The setting is the English countryside in the early 1960s. The time is winter — what seems like eternal winter. Little Anna Wyatt’s mother, a German war refugee, leaves the house one morning, never to return. There’s been an accident, a neighbor explains — something about the car, the fog. Mummy, Anna eventually understands, has gone to heaven.
Two days earlier, a perfectly suburban couple were arrested on charges of treason. It’s that time in the annals of the cold war: every week brings news of spy rings and espionage. So one day Peter, Anna’s irascible older brother, asks: What if Mum isn’t dead? What if she was . . . a spy?
Georgina Harding’s second novel — her first, “The Solitude of Thomas Cave,” was an atmospheric account of an English sailor’s solitary winter on an Arctic island — proposes a tantalizing mystery.
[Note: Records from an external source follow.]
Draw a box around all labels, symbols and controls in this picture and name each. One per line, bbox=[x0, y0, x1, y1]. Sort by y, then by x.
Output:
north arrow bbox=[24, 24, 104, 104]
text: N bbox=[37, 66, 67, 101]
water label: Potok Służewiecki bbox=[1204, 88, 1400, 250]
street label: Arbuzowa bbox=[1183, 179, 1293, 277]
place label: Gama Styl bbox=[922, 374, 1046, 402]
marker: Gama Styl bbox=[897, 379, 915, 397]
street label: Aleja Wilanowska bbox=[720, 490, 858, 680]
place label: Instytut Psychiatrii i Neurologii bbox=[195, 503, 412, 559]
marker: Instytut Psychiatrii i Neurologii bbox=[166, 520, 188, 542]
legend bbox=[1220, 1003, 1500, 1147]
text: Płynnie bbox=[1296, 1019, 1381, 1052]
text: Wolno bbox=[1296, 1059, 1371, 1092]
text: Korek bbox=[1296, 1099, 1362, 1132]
Karoline Wyatt, née Odewald, vanished from Königsberg after its conquest by the Red Army, then reappeared in occupied Berlin only two years later. Had she become a Soviet spy?
It turns out that Harding is less interested in answering this question than in exploring how children try to understand the adult world. Peter and Anna’s investigations become increasingly fevered because they have been shielded by the adults around them; as a result, their inquiries remain confined to the imagination. When you think about it, playing a “spy game” is also a fairly apt term for growing up — for learning to navigate around adulthood’s concealments and false fronts.
The story of Anna’s mother is interwoven with that of a German Jewish refugee, Sarah Cahn. In a milieu of deeply conventional rural British women, Cahn is a chic, Continental rarity — “her clothes were dark. . . . Her eyes were dark pools.” A piano teacher, she sounds the novel’s sole sexual note. But her health declines mysteriously, leading Anna to tremble at the thought that her suspicions — was Sarah Cahn also a spy? — somehow contributed to the woman’s demise.
To a child, the true extent of her own power is as much of an enigma as the real identity of her parents. But what is Sarah Cahn’s downfall supposed to mean? And why is Peter such a crank? The boy, it emerges, taunted his mother shamefully, and after her departure he callously manipulates his sister’s emotions. There’s a slight suggestion that unlike, say, the neighbor who looks after Anna and “could never settle a thought, . . . as if looking fully at something might stop you altogether, freeze you in your tracks,” Peter is inconveniently brash in a time and place defined by euphemism and indirection.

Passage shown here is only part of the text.